According to the guidelines of the Russian Ministry of Health, alcohol intoxication was modeled at three stages: the first is a blood alcohol content of 0.2–0.3‰, which does not have a significant effect on the body; the second is 0.3–0.5‰, where mild euphoria and decreased coordination begin; the third is 0.5–1‰, which corresponds to mild intoxication with impaired perception and reasoning ability. The volume of alcohol that the subject had to consume was calculated using the Widmark Formula (1):

\begin{matrix} c = A / m \times r, \end{matrix}

(1)

where c is the concentration of alcohol in the blood in ‰, A is the mass of the drink consumed in grams, m is the body mass in kilograms, and r is the Widmark coefficient.

The sleepy state was achieved by taking sedatives of plant origin (motherwort, mint, or valerian), which reduced the heart rate by 3–5% compared to the norm. In each PPS, the subjects pronounced 8 passwords at least 60 times for each phrase, which provided a sufficient amount of data for analysis.

3.2. Extracting Features from a Voice Image

3.2.1. Preprocessing of Voice Recordings

Fourier spectrograms can be fed to the input of deep convolutional neural networks (CNNs) for biometric feature extraction [28]. However, large input data sizes require large sample sizes for training a multilayer NN, so instead of spectrograms, we used the amplitude spectrum averaged over all windows (Figure 1), which integrates information about local characteristics of the voice recording and smooths out random outliers. The spectrum obtained because of the transformation depends on both the speech characteristics of the speaker and the message itself, so if the user pronounces the same phrase, their spectra will be similar. In case of replacing the voice phrase or the speaker, significant changes will be noticeable in the graph. In this study, different representations of speech images are used based on different STFT window functions: rectangular, Gaussian, Blackman, Bartlett, and Hamming.

Different representations can be used both to train different classifiers that can be combined into a single ensemble and to form a single feature vector. We can obtain many highly correlated feature pairs and process them with a single neural fuzzy extractor capable of extracting additional information from correlations [1].

3.2.2. CNN Architecture for Voice Phrase Feature Extraction

This paper proposes to combine multilayer CNNs and neural fuzzy extractors using the stacking principle. CNNs are used to generate features, which are then fed to the input of the neural fuzzy extractor. This approach improves the quality of classification by combining the strengths of both architectures: deep neural networks for image analysis and feature extraction, and neural fuzzy extractors for rapid additional training of the system on new user data and image verification while ensuring the confidentiality of biometric templates.

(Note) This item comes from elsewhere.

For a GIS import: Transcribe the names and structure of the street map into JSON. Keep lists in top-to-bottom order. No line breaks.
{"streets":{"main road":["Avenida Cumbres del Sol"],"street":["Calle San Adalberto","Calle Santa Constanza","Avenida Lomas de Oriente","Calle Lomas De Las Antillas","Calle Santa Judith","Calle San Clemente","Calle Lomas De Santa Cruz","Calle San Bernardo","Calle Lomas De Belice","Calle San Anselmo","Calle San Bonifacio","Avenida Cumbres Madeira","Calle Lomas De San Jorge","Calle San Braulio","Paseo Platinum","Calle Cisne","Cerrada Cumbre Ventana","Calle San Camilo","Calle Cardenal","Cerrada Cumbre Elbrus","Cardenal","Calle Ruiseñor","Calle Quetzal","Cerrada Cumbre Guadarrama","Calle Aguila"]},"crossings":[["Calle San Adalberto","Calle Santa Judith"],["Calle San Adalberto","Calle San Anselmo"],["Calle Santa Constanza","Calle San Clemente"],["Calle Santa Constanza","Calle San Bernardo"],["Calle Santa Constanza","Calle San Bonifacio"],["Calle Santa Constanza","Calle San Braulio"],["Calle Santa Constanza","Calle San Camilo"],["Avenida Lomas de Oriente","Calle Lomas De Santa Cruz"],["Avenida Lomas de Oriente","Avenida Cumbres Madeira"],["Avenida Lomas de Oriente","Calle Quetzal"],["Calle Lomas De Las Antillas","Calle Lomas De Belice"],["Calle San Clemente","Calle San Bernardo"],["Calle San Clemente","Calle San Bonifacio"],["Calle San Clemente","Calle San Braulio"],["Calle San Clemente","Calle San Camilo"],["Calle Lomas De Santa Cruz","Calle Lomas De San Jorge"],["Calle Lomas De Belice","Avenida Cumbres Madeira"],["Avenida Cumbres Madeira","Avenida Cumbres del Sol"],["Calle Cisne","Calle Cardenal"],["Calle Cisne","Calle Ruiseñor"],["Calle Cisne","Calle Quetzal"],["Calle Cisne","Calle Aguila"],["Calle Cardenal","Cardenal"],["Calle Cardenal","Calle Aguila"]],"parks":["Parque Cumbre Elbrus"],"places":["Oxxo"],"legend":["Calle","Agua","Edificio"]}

To extract features, we used the autoencoder architecture, which is a deep neural network that allows for extracting informative features. It includes an encoder that compresses input data into a more compact form, which allows us to reduce the dimensionality of the feature space, and a decoder that is trained to restore them. During training, the average spectrum of the voice password is fed to the input and output of the autoencoder, which allows the network to learn to highlight key features of the voice data.

The autoencoder is based on the VGG19 architecture [29], which was modified to handle averaged spectra. It includes one-dimensional convolutions, layers with batch normalization, and a fully connected layer with a linear activation function (Figure 2 and Figure 3).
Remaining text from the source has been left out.